---
feature: typechecking
start-date: 2022-05-16
author: Yann Hamdaoui
---

# Typechecking

The goals of this RFC are:

1. Identify the main shortcomings of the current implementation of typechecking,
   in particular with respect to the interaction between typed and untyped code.
2. Write a proper formalization of a type system and companion type inference
   algorithm which overcome those limitations as much as possible. If this
   proves too hard, a proper definition and formalization of the current type
   system would already be a positive outcome.

The motivation for the first step is self-explanatory: a more expressive type
system directly translates to users being able to write more programs (or clearer
versions of the same program, without superfluous annotations).
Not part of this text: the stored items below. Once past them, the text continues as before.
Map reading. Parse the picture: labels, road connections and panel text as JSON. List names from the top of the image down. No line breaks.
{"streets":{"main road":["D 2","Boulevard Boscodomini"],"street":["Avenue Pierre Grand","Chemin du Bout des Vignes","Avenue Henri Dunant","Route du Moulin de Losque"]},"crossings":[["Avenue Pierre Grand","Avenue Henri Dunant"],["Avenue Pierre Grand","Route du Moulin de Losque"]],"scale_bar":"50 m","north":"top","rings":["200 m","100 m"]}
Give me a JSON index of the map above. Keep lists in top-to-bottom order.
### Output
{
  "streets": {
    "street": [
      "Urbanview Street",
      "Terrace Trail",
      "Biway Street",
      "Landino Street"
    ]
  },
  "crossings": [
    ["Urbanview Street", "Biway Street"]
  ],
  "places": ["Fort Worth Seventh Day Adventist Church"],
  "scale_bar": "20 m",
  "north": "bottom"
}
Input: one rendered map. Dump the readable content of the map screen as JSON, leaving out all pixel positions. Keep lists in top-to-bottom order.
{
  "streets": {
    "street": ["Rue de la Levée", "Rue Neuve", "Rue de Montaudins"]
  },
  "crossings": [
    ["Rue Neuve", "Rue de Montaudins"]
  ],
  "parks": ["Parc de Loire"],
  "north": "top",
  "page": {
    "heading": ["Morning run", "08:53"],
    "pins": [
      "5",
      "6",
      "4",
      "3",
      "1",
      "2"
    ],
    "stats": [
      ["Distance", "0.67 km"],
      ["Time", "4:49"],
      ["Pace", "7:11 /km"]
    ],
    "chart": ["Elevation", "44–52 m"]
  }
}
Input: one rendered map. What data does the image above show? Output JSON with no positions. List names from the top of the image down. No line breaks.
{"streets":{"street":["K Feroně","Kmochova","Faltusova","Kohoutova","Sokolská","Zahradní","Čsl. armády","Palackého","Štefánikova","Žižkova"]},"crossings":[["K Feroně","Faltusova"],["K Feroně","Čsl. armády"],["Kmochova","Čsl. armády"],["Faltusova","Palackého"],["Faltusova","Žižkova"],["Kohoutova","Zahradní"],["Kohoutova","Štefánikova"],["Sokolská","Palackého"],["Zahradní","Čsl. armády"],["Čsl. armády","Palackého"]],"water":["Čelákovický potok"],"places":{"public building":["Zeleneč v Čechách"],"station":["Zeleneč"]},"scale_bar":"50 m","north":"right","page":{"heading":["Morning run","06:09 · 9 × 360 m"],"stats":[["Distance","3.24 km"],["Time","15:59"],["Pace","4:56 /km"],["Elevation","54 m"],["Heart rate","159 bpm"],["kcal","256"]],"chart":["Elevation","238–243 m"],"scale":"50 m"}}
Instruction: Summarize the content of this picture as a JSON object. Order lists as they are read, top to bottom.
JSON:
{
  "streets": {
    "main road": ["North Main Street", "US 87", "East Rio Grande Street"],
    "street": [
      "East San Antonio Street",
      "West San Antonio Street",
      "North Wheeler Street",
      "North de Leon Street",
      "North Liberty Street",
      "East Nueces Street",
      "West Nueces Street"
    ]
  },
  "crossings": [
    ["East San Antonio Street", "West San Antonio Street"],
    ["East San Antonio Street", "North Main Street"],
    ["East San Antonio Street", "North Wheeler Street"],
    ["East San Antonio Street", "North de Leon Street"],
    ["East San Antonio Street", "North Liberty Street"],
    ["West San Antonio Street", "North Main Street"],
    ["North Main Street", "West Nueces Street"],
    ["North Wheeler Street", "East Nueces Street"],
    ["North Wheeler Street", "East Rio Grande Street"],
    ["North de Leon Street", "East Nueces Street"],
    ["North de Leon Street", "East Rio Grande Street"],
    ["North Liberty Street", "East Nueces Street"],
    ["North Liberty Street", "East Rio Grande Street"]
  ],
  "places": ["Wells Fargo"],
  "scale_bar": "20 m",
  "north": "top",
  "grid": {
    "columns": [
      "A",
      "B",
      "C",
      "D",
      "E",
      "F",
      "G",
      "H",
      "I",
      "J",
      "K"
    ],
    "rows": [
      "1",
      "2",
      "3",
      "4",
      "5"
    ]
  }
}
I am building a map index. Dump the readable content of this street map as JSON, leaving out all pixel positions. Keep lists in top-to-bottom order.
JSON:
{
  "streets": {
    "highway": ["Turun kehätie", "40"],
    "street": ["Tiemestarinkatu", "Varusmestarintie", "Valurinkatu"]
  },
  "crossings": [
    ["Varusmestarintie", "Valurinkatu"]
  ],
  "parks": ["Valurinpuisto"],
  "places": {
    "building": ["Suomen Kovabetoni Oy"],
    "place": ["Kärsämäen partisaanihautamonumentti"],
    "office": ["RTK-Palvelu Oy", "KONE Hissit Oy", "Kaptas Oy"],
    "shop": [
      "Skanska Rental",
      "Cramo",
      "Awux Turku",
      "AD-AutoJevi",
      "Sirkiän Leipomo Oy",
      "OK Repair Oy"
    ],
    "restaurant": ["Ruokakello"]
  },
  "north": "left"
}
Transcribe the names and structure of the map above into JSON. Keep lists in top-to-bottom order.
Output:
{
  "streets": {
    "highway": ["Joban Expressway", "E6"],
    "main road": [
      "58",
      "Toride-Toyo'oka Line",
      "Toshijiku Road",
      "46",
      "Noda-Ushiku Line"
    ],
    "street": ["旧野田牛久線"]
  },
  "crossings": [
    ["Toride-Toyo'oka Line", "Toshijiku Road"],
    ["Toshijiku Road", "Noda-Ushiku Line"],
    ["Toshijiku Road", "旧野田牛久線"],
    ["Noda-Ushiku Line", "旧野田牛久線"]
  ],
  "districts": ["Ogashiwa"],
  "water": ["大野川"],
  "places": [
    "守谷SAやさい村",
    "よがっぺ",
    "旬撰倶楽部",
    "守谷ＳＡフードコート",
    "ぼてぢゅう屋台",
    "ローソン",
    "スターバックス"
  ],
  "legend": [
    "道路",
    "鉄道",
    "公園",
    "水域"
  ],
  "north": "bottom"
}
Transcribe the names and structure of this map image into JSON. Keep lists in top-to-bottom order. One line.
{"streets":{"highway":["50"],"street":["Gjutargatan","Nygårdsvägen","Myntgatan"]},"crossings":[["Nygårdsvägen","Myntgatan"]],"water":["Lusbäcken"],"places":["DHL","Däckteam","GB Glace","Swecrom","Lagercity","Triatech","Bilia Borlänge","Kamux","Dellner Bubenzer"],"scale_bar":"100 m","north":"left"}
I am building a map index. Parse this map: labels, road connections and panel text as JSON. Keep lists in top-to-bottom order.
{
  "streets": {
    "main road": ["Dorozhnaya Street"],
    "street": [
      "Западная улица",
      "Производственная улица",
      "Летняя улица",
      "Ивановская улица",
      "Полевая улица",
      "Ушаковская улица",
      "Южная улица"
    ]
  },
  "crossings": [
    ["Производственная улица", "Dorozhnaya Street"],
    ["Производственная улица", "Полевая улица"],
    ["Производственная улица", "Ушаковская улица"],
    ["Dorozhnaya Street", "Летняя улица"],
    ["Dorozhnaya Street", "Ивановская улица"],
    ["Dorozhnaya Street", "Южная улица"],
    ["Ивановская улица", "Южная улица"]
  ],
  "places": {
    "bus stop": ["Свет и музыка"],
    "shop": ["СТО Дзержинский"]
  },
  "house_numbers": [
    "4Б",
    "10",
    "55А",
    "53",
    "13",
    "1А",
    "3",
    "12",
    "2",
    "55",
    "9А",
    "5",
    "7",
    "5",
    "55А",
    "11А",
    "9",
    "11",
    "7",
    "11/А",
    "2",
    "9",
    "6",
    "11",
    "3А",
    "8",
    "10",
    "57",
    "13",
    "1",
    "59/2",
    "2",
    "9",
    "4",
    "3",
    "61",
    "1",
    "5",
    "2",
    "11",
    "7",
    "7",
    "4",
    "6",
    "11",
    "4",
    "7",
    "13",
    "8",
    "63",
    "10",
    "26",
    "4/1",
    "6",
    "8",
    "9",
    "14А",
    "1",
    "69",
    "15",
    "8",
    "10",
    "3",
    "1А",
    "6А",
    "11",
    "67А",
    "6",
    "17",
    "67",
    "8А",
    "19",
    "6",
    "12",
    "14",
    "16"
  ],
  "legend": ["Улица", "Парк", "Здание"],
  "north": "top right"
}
The second step is motivated by improving the experience of extending the type
system in the future and maintaining the Nickel codebase. We already hit edge
cases that led to unsatisfying [ad-hoc
fixes](https://github.com/tweag/nickel/pull/586). The current implementation
interleaves a number of different phases, which makes it harder to get into and
to modify. Finally, a clean and well-designed specification often leads to a
simpler implementation, by removing accumulations of ad-hoc treatments that
become subsumed by a generic case.

## Background

There is a substantial literature on type systems for programming languages, as
well as implementations, some of them both cutting-edge and of industrial
strength. For the purely static part, the ML languages family and their cousins
(Haskell, OCaml, Scala, Purescript, etc.) has proved over time to be a solid and
expressive foundation. The role of the static type system of Nickel is to be
able to type various generic functions operating on primitive types, and doing
so doesn't seem to require new developments or very fancy types. The current
implementation, which supports polymorphism and row polymorphism, appears to
already cover most cases.

However, the co-existence of statically typed code and dynamically typed code
makes Nickel different from most of the aforementioned inspirations. Nickel is
indeed a gradually typed language.

Note that there are different flavours of gradual typing. A cornerstone of
_gradual type systems_ derived from the original work of Siek and Taha[^1] is to
statically accept potentially unsafe conversions from and to the dynamic type
`Dyn`, and more complex types with `Dyn` inside like converting `Dyn -> Num` to
`Num -> Num`. Such compatible types are said to be _consistent_ with each
others. These implicit conversions may or may not be guarded at runtime by a
check (_sound_ vs _unsound_ gradual typing).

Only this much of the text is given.